Print exactly the line with "M777,444L1069,455" and every line after it, through the final line of the material below.

Data provided>
+--
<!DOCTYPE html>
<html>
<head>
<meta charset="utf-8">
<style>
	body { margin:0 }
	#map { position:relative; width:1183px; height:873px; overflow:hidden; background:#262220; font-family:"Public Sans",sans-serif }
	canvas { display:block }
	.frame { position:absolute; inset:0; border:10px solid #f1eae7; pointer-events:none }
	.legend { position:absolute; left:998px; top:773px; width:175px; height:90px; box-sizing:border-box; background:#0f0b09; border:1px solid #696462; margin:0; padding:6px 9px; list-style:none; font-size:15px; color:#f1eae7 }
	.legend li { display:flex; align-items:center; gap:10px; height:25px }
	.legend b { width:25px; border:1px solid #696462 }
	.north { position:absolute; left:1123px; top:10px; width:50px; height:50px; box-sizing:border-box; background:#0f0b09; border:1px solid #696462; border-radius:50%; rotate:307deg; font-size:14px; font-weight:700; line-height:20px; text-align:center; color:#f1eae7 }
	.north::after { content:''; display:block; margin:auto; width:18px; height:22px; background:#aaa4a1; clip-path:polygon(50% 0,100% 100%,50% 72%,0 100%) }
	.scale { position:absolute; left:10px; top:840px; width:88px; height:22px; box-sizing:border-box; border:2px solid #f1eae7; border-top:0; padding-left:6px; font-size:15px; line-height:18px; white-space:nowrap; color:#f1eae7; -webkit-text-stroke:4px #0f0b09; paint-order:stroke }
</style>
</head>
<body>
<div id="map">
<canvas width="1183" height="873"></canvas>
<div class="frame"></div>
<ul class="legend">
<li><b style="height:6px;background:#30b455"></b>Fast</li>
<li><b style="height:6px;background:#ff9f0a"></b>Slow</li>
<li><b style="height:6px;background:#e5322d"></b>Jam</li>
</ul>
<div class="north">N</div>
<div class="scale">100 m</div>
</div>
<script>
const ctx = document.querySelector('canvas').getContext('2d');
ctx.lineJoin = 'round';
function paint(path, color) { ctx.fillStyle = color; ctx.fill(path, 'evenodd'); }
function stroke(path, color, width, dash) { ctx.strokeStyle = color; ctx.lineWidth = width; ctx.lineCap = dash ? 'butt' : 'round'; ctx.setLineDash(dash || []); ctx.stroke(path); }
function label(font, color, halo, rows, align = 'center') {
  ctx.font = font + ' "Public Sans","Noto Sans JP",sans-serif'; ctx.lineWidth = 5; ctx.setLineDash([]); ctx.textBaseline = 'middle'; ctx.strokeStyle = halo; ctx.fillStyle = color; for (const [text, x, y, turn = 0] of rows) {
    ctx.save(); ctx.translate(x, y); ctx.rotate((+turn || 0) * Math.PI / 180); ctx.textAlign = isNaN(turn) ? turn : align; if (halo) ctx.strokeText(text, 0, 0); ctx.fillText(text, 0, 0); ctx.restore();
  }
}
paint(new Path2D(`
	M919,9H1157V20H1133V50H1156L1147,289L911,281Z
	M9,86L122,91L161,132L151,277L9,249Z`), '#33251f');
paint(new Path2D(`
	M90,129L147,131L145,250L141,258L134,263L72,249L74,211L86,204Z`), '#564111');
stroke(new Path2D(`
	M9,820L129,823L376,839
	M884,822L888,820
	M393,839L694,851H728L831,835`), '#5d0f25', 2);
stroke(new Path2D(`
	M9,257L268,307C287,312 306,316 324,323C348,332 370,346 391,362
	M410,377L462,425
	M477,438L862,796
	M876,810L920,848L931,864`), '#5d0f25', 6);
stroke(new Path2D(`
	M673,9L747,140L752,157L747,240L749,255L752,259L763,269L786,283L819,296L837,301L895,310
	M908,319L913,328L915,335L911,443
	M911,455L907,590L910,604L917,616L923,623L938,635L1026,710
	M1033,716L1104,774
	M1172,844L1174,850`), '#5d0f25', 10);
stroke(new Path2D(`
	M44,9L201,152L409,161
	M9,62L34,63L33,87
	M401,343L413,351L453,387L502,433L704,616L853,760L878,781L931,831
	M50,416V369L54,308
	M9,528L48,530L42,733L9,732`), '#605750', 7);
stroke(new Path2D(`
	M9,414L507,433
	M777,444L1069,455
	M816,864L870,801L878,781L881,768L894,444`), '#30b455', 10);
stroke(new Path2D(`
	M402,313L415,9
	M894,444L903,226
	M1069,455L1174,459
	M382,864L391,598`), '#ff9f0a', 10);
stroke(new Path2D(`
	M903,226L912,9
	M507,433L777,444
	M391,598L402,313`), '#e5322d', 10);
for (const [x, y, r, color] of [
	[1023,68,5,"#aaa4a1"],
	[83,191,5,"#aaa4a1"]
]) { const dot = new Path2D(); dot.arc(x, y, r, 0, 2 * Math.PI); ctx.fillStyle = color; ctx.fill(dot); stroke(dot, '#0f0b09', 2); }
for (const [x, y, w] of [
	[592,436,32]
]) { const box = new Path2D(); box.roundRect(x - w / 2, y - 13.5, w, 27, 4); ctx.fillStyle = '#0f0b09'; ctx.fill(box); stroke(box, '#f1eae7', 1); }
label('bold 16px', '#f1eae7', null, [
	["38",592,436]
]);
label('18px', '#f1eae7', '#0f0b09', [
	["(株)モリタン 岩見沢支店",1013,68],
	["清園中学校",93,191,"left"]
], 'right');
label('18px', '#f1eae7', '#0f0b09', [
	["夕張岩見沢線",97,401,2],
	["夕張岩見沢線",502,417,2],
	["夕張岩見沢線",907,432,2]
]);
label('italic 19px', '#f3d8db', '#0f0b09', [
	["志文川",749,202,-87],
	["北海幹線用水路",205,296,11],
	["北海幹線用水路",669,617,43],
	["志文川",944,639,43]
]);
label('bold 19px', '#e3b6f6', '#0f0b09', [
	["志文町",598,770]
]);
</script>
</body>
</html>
+--
Written solution>
	M777,444L1069,455
	M816,864L870,801L878,781L881,768L894,444`), '#30b455', 10);
stroke(new Path2D(`
	M402,313L415,9
	M894,444L903,226
	M1069,455L1174,459
	M382,864L391,598`), '#ff9f0a', 10);
stroke(new Path2D(`
	M903,226L912,9
	M507,433L777,444
	M391,598L402,313`), '#e5322d', 10);
for (const [x, y, r, color] of [
	[1023,68,5,"#aaa4a1"],
	[83,191,5,"#aaa4a1"]
]) { const dot = new Path2D(); dot.arc(x, y, r, 0, 2 * Math.PI); ctx.fillStyle = color; ctx.fill(dot); stroke(dot, '#0f0b09', 2); }
for (const [x, y, w] of [
	[592,436,32]
]) { const box = new Path2D(); box.roundRect(x - w / 2, y - 13.5, w, 27, 4); ctx.fillStyle = '#0f0b09'; ctx.fill(box); stroke(box, '#f1eae7', 1); }
label('bold 16px', '#f1eae7', null, [
	["38",592,436]
]);
label('18px', '#f1eae7', '#0f0b09', [
	["(株)モリタン 岩見沢支店",1013,68],
	["清園中学校",93,191,"left"]
], 'right');
label('18px', '#f1eae7', '#0f0b09', [
	["夕張岩見沢線",97,401,2],
	["夕張岩見沢線",502,417,2],
	["夕張岩見沢線",907,432,2]
]);
label('italic 19px', '#f3d8db', '#0f0b09', [
	["志文川",749,202,-87],
	["北海幹線用水路",205,296,11],
	["北海幹線用水路",669,617,43],
	["志文川",944,639,43]
]);
label('bold 19px', '#e3b6f6', '#0f0b09', [
	["志文町",598,770]
]);
</script>
</body>
</html>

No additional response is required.